Artificial intelligence in music production: controversy and opportunity

Joshua Reiss Reiss –
Twitter: @IntelSoundEng

Queen Mary University of London, Mile End Road, London, England, E1 4NS, United Kingdom

Popular version of 3aSP1-Artificial intelligence in music production: controversy and opportunity, presented at the 183rd ASA Meeting.

Music production
In music production, one typically has many sources. They each need to be heard simultaneously, but can all be created in different ways, in different environments and with different attributes. The mix should have all sources sound distinct yet contribute to a nice clean blend of the sounds. To achieve this is labour intensive and requires a professional engineer. Modern production systems help, but they’re incredibly complex and all require manual manipulation. As technology has grown, it has become more functional but not simpler for the user.

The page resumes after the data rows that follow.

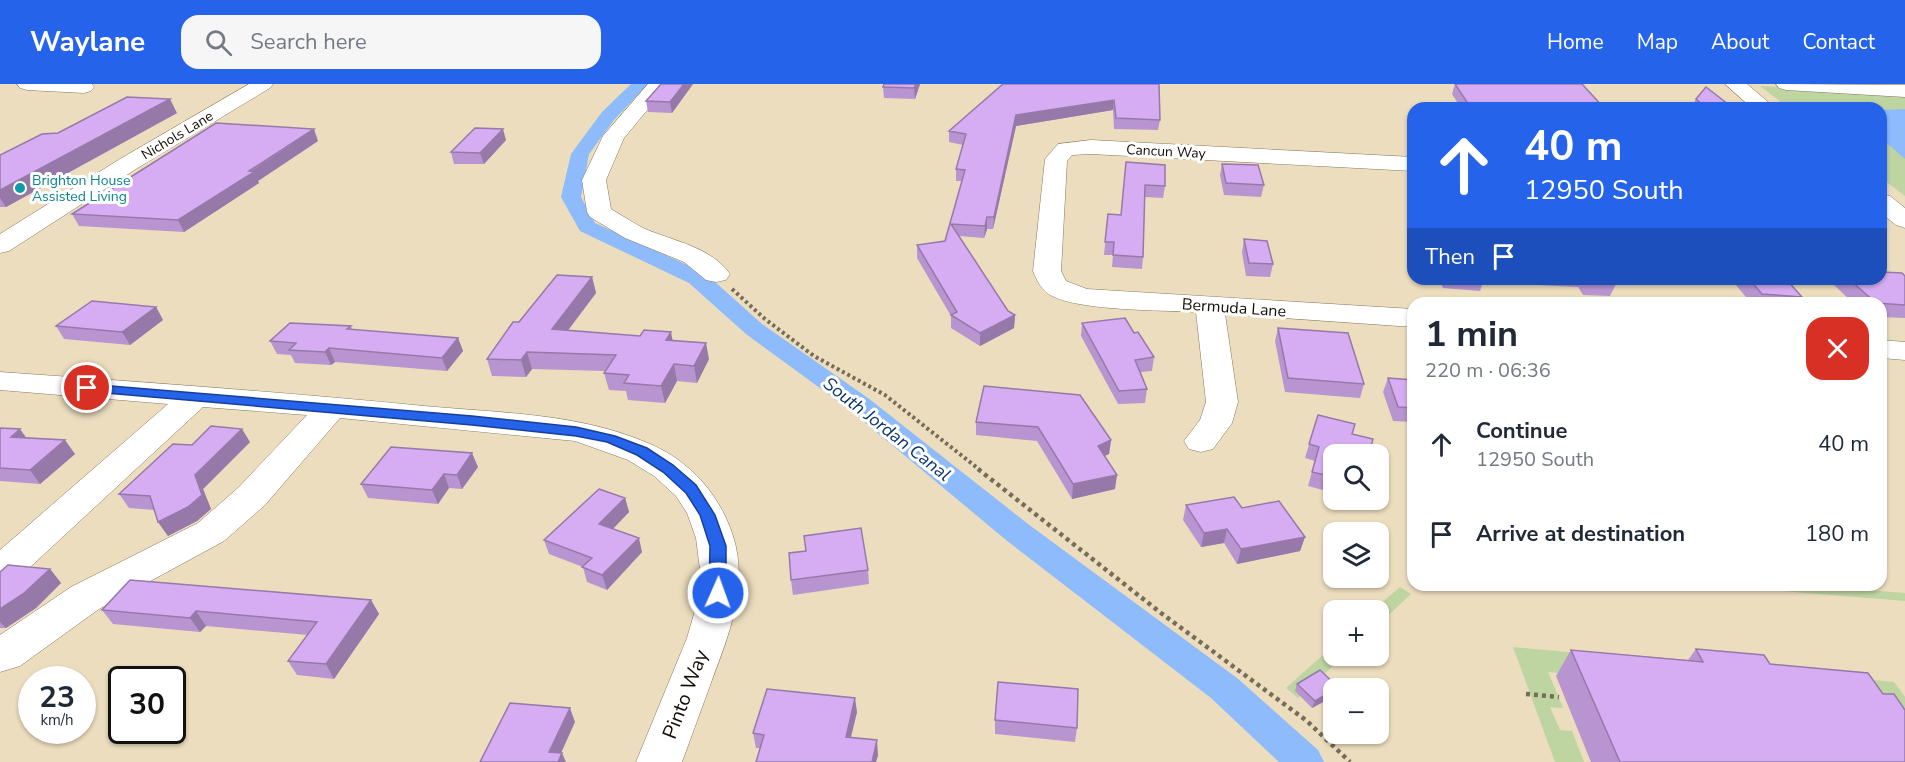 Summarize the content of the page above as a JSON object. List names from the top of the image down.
{
  "streets": {
    "street": [
      "Nichols Lane",
      "Cancun Way",
      "Bermuda Lane",
      "Pinto Way"
    ]
  },
  "crossings": [
    ["Cancun Way", "Bermuda Lane"]
  ],
  "water": ["South Jordan Canal"],
  "places": ["Brighton House Assisted Living"],
  "page": {
    "header": "Waylane",
    "search": "Search here",
    "nav": [
      "Home",
      "Map",
      "About",
      "Contact"
    ],
    "turn": ["40 m", "12950 South"],
    "then": "Then",
    "heading": ["1 min", "220 m · 06:36"],
    "list": [
      {
        "name": "Continue",
        "note": "12950 South",
        "value": "40 m"
      },
      {
        "name": "Arrive at destination",
        "value": "180 m"
      }
    ],
    "map_buttons": ["+", "−"],
    "speed": "23 km/h",
    "limit": "30"
  }
} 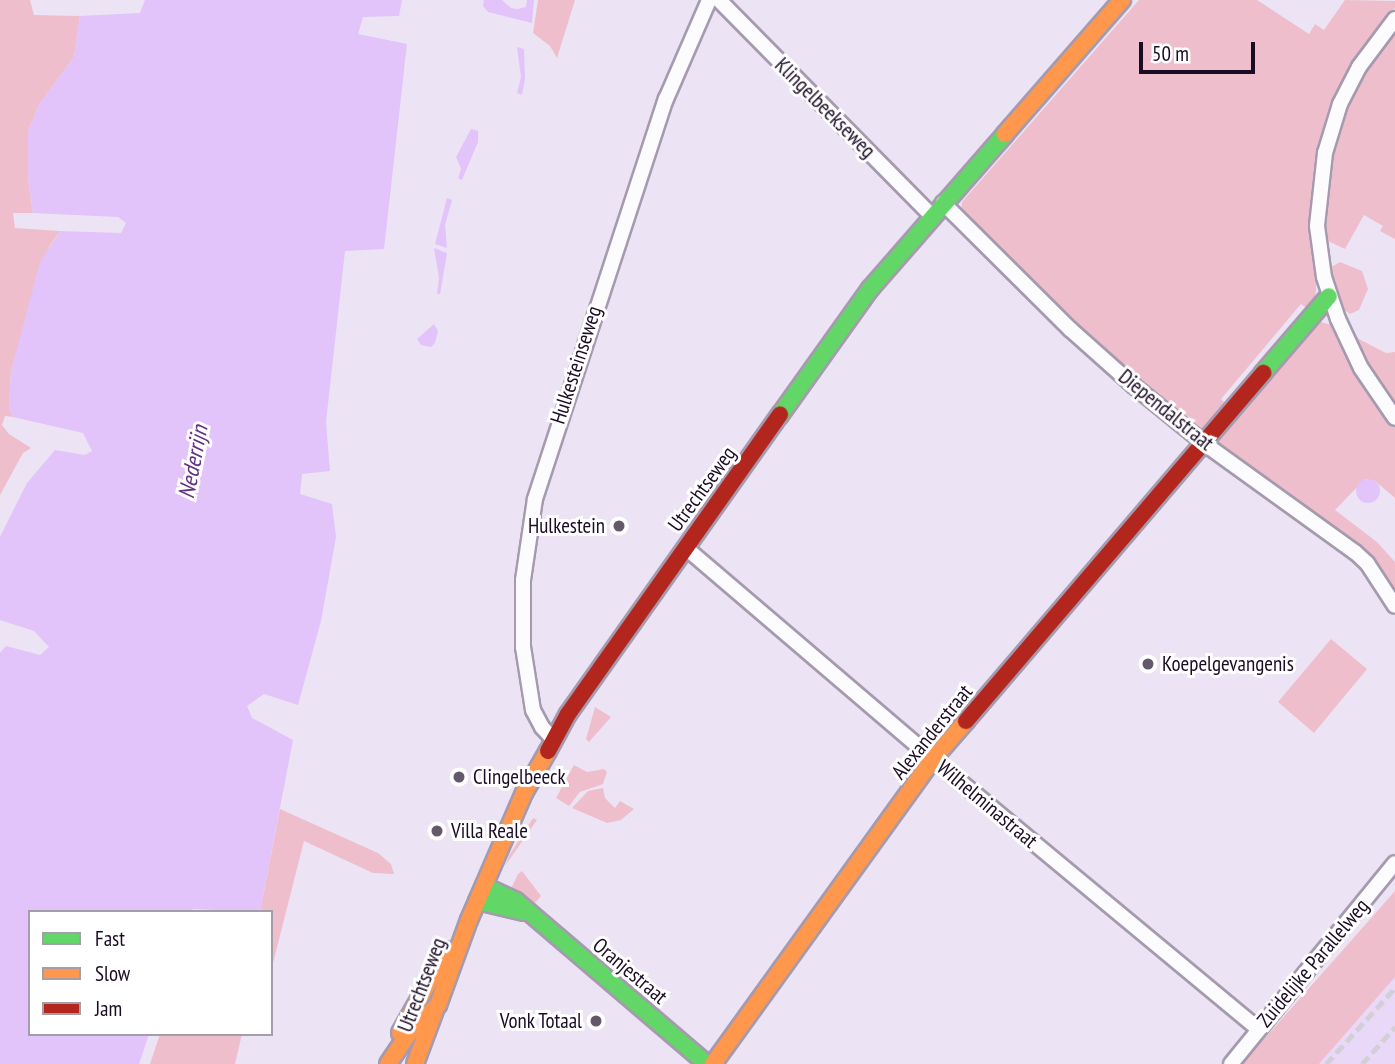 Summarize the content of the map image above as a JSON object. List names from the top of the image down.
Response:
{
  "streets": {
    "main road": ["Utrechtseweg", "Alexanderstraat", "Oranjestraat"],
    "street": [
      "Klingelbeekseweg",
      "Hulkesteinseweg",
      "Diependalstraat",
      "Wilhelminastraat",
      "Zuidelijke Parallelweg"
    ]
  },
  "crossings": [
    ["Klingelbeekseweg", "Diependalstraat"],
    ["Klingelbeekseweg", "Utrechtseweg"],
    ["Hulkesteinseweg", "Utrechtseweg"],
    ["Diependalstraat", "Utrechtseweg"],
    ["Diependalstraat", "Alexanderstraat"],
    ["Utrechtseweg", "Wilhelminastraat"],
    ["Utrechtseweg", "Oranjestraat"],
    ["Alexanderstraat", "Wilhelminastraat"],
    ["Wilhelminastraat", "Zuidelijke Parallelweg"]
  ],
  "water": ["Nederrijn"],
  "places": [
    "Hulkestein",
    "Koepelgevangenis",
    "Clingelbeeck",
    "Villa Reale",
    "Vonk Totaal"
  ],
  "legend": ["Fast", "Slow", "Jam"],
  "scale_bar": "50 m"
}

Intelligent music production
Intelligent systems could analyse all the incoming signals and determine how they should be modified and combined. This has the potential to revolutionise music production, in effect putting a robot sound engineer inside every recording device, mixing console or audio workstation. Could this be achieved? This question gets to the heart of what is art and what is science, what is the role of the music producer and why we prefer one mix over another.

Figure 1 Caption: The architecture of an automatic mixing system. [Image courtesy of the author]

Perception of mixing
But there is little understanding of how we perceive audio mixes. Almost all studies have been restricted to lab conditions; like measuring the perceived level of a tone in the presence of background noise. This tells us very little about real world cases. It doesn’t say how well one can hear lead vocals when there are guitar, bass and drums.

Best practices
And we don’t know why one production will sound dull while another makes you laugh and cry, even though both are on the same piece of music, performed by competent sound engineers. So we needed to establish what is good production, how to translate it into rules and exploit it within algorithms. We needed to step back and explore more fundamental questions, filling gaps in our understanding of production and perception.

Knowledge engineering
We used an approach that incorporated one of the earliest machine learning methods, knowledge engineering. Its so old school that its gone out of fashion. It assumes experts have already figured things out, they are experts after all. So let’s capture best practices as a set of rules and processes. But this is no easy task. Most sound engineers don’t know what they did. Ask a famous producer what he or she did on a hit song and you often get an answer like ‘I turned the knob up to 11 to make it sound phat.” How do you turn that into a mathematical equation? Or worse, they say it was magic and can’t be put into words.

We systematically tested all the assumptions about best practices and supplemented them with listening tests that helped us understand how people perceive complex sound mixtures. We also curated multitrack audio, with detailed information about how it was recorded, multiple mixes and evaluations of those mixes.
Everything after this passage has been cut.